Again the site includes a ranked ladder of the most successful players and offers ways to socialise and share information. is a great site for whale lovers as it's a place where people can listen to whale songs from Killer and Pilot whales in order to match their patterns. Supported by Scientific America, the site contains thousands of samples of whale songs.

Users can listen to snatches of song and listen for patterns, providing data that help marine researchers answer questions such as how large is the call repertoire of pilot whales and do the long and short finned pilot whales have different call repertoires (or ‘dialects’)?

Teamsurv also has a watery focus, involving mariners to help create better charts of coastal waters, by logging depth and position data whilst they are at sea, and uploading the data to the web for processing and display.

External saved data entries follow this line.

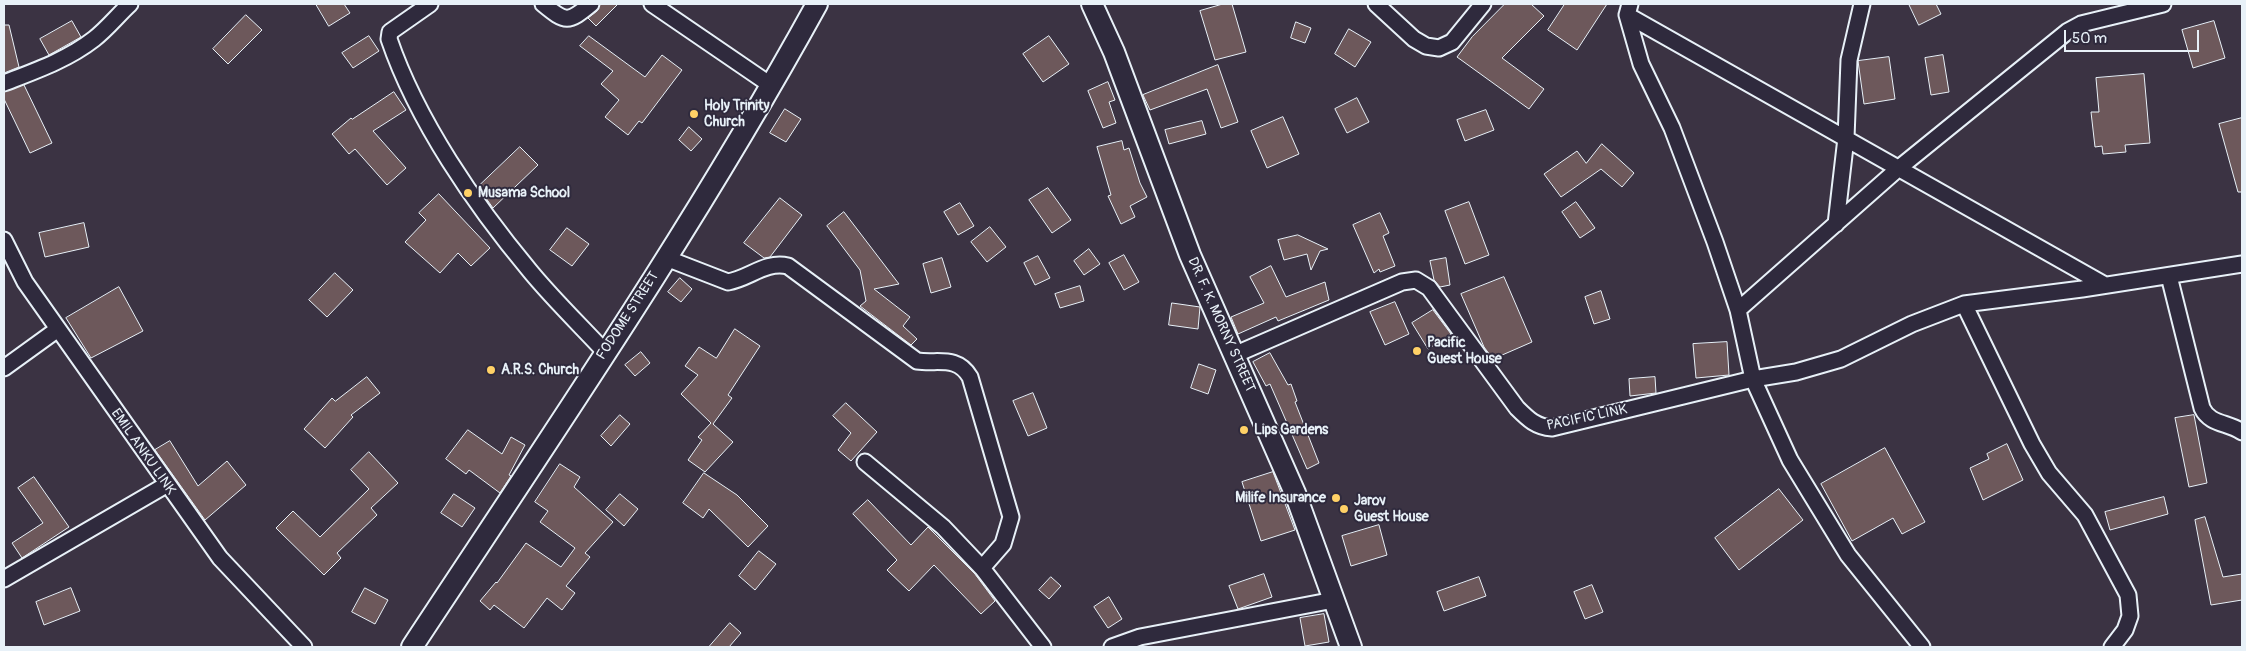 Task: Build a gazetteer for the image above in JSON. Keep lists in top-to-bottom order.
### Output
{
  "streets": {
    "street": [
      "FODOME STREET",
      "DR. F. K. MORNY STREET",
      "PACIFIC LINK",
      "EMIL ANKU LINK"
    ]
  },
  "crossings": [
    ["DR. F. K. MORNY STREET", "PACIFIC LINK"]
  ],
  "places": [
    "Holy Trinity Church",
    "Musama School",
    "Pacific Guest House",
    "A.R.S. Church",
    "Lips Gardens",
    "Milife Insurance",
    "Jarov Guest House"
  ],
  "scale_bar": "50 m"
}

The information collected by the site helps improve nautical maps and thereby reduces risks at sea, helping sailors and reducing rescue costs.

While still in early stages and very european focused, this crowdsourcing site has great promise. I'd like to see a similar concept extended onto land, using cars with GPS as the collection point of atmospheric and traffic data that can be used to map microclimates and plan traffic measures.

BlueServo, on the other hand, focuses on collecting land-based data on the movements of illegal immigrants across the Mexican-US border. Using a range of web cameras, users are asked to watch for movement and report people crossing the border to the Texas Border Sheriff.

Called the Virtual Border Watch, the approach currently involves twelve cameras and sensors at high risk locations, though the site doesn't actually list how successful the project has been (though why would it).

reCAPTCHA is the crowdsourcing tool that people don't notice they're participating in. In fact you've probably participated in it yourself.

The system, now owned by Google, uses snippets of digitalised books and documents as 'CAPTCHA codes' - those images of letters and numbers used to help stop spambots, programs designed to break into systems to send spam messages.

Whenever you verify you are human by retyping the letters in a reCAPTCHA image you are contributing to the preservation of millions of vintage books through digitalisation, with a 99.5% accuracy rate. In fact, the accuracy of reCAPTCHA matches that of human "key and verify" transcription techniques in which two professional human transcribers independently type the data and discrepancies are corrected.

Trove is last crowdsourcing project I'll mention, but definitely not the least, the project by the National Library of Australia to digitalise old newspapers, using people to correct errors in digital scanning. I've discussed Trove before and it continues to go from strength to strength, judging from the Hall of Fame of content correctors.

Tens of millions of lines in newspapers have been corrected, improving the accuracy of Australia's historic record (the Trove site even lists my blog in its archive.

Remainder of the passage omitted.